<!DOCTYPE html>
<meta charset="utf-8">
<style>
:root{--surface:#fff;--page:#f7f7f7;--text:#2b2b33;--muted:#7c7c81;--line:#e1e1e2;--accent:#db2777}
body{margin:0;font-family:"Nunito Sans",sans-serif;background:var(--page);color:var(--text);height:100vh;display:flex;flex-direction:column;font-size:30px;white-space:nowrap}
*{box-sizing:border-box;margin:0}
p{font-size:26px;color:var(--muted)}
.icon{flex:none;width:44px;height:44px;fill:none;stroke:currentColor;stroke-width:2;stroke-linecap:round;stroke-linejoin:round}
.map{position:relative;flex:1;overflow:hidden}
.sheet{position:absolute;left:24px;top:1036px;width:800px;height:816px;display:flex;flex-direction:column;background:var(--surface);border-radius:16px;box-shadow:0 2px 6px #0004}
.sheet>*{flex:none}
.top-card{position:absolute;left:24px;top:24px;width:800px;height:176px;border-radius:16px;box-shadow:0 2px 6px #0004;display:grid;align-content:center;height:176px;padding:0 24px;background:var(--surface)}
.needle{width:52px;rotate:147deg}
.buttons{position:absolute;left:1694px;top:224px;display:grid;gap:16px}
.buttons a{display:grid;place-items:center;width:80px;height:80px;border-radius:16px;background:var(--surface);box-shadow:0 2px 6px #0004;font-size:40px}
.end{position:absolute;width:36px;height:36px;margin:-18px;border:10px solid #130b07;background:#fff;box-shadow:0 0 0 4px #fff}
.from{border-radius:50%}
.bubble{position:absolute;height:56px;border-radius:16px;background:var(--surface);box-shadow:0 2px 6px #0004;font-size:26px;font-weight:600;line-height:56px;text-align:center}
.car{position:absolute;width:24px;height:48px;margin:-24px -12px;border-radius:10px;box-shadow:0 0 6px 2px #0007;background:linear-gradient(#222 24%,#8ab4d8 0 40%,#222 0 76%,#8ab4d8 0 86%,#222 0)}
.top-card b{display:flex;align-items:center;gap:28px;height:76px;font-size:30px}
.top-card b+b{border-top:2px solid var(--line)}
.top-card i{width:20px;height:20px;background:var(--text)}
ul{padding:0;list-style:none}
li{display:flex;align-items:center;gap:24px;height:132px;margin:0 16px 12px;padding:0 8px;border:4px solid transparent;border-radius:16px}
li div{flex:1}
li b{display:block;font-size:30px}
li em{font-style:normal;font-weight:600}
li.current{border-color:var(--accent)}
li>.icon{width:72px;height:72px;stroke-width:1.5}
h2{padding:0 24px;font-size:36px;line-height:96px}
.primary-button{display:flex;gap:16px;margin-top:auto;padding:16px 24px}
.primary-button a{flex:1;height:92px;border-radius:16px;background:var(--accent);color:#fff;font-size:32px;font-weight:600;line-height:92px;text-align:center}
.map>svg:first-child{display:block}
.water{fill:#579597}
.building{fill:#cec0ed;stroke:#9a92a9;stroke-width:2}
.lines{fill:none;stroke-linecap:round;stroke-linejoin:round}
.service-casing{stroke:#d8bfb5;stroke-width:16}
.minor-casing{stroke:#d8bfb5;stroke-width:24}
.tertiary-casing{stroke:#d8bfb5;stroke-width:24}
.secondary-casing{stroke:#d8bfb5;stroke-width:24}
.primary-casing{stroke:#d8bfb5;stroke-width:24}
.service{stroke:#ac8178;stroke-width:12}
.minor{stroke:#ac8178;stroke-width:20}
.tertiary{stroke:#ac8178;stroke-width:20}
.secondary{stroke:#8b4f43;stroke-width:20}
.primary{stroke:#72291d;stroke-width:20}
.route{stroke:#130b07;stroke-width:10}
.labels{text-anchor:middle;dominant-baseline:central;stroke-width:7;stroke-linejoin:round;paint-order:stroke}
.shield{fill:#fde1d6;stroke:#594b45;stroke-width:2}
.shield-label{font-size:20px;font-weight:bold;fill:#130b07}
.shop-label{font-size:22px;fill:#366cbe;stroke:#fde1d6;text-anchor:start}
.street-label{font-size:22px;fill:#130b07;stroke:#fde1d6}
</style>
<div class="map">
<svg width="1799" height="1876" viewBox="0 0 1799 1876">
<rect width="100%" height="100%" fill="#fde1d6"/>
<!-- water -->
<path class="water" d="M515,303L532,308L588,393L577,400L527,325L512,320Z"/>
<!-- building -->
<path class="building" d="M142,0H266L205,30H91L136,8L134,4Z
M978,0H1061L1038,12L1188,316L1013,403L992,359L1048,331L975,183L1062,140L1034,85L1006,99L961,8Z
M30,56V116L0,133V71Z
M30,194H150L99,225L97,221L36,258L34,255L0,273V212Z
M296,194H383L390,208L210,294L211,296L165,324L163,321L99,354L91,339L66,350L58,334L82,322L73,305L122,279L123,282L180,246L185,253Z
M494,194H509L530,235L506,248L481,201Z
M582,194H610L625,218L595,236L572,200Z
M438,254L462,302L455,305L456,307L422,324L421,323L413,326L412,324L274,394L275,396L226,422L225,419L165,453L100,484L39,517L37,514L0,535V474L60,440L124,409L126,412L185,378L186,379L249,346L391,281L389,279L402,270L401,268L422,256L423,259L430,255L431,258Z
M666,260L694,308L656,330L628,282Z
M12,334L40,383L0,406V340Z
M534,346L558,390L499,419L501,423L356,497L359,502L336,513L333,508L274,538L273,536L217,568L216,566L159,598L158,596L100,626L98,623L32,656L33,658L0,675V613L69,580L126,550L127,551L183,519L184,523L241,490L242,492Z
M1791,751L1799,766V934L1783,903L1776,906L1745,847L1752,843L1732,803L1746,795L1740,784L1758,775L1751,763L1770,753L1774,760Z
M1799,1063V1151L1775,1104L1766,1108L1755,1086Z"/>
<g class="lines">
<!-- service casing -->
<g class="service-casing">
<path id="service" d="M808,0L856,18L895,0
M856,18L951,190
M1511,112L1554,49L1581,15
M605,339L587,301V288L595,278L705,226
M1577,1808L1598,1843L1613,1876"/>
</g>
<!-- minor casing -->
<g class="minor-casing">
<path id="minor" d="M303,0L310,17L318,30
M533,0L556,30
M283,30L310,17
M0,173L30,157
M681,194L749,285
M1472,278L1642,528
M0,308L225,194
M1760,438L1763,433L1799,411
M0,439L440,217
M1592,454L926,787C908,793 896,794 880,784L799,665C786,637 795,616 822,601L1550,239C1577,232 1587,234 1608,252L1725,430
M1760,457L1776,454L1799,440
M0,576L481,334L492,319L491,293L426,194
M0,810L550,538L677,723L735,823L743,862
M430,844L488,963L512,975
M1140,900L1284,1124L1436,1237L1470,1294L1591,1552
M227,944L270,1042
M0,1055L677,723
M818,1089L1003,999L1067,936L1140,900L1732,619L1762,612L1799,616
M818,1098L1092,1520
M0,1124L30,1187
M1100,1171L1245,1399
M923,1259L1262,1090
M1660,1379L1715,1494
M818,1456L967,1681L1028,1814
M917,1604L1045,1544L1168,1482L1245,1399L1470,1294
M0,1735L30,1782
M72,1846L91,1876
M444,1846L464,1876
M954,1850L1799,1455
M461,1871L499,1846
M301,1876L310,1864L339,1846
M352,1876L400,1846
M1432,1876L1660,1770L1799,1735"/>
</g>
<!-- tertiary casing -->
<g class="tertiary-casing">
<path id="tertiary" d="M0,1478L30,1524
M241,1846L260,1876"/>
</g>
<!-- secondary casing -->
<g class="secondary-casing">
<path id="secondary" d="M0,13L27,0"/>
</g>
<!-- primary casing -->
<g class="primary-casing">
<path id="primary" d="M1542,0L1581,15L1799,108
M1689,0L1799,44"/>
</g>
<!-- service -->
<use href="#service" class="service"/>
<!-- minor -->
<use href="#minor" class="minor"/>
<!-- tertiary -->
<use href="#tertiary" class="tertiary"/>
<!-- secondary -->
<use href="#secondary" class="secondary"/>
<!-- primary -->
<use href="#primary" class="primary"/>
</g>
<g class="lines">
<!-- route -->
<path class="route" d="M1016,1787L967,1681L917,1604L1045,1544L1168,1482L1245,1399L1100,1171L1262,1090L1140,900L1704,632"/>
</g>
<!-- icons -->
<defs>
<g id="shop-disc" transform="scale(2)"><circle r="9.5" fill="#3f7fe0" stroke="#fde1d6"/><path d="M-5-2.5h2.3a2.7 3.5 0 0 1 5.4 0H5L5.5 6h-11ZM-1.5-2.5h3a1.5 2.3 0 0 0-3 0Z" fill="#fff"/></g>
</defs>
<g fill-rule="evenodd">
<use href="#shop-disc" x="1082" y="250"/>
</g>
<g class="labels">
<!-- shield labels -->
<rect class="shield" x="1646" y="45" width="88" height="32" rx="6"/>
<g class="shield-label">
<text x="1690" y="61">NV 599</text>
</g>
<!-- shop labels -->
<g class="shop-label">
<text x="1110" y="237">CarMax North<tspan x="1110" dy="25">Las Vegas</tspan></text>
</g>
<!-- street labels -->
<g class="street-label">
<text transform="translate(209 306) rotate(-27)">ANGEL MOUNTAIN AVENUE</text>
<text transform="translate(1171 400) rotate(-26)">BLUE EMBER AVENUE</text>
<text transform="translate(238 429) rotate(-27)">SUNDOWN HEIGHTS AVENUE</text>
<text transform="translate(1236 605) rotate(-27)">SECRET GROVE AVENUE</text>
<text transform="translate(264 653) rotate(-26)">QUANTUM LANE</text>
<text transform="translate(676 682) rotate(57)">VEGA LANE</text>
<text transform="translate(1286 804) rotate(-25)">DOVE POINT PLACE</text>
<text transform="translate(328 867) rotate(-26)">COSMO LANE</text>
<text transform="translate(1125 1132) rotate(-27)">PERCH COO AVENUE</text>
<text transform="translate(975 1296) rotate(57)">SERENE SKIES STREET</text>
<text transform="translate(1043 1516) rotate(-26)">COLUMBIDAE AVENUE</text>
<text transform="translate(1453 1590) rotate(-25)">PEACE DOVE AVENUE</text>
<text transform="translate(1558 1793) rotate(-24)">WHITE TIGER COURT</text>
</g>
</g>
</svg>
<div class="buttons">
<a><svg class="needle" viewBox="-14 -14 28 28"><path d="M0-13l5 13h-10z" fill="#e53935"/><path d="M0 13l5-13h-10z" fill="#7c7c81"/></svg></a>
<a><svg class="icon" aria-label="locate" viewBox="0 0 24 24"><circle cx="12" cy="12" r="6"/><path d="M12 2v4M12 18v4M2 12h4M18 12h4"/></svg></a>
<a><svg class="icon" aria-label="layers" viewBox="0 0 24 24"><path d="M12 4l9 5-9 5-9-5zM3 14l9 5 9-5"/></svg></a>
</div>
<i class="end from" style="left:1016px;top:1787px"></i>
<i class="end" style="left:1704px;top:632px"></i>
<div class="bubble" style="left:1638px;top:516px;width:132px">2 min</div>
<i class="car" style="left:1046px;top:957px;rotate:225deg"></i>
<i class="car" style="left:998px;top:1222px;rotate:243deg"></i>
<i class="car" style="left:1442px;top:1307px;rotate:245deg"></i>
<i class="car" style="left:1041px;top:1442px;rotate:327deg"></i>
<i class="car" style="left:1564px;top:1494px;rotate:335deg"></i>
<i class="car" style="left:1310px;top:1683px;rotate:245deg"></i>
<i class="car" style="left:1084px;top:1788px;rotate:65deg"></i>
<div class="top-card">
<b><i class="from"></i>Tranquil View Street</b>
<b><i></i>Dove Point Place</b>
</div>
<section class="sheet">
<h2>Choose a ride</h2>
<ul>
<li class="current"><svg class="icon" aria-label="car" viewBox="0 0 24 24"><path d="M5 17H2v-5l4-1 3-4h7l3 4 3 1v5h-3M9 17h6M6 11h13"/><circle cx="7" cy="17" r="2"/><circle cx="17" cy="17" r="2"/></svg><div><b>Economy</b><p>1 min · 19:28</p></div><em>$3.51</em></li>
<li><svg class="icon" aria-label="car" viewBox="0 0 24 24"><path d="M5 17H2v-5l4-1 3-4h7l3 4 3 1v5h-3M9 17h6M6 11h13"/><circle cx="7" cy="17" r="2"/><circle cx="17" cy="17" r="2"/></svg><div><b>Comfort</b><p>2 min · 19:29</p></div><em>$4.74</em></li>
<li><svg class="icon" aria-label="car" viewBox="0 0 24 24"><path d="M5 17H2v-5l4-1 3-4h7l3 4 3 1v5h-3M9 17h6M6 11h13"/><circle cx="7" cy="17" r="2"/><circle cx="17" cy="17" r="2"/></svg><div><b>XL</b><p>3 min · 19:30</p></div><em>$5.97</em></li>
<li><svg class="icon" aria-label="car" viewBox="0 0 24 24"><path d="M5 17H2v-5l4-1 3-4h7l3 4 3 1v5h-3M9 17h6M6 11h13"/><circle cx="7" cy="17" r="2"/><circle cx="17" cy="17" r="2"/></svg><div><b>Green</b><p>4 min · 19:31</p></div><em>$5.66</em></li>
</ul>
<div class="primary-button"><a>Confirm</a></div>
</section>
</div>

+-------+

§ **Work instructions**
The answer must be every line of the records that contains the word "buttons".

§ **Exercise result**
.buttons{position:absolute;left:1694px;top:224px;display:grid;gap:16px}
.buttons a{display:grid;place-items:center;width:80px;height:80px;border-radius:16px;background:var(--surface);box-shadow:0 2px 6px #0004;font-size:40px}
<div class="buttons">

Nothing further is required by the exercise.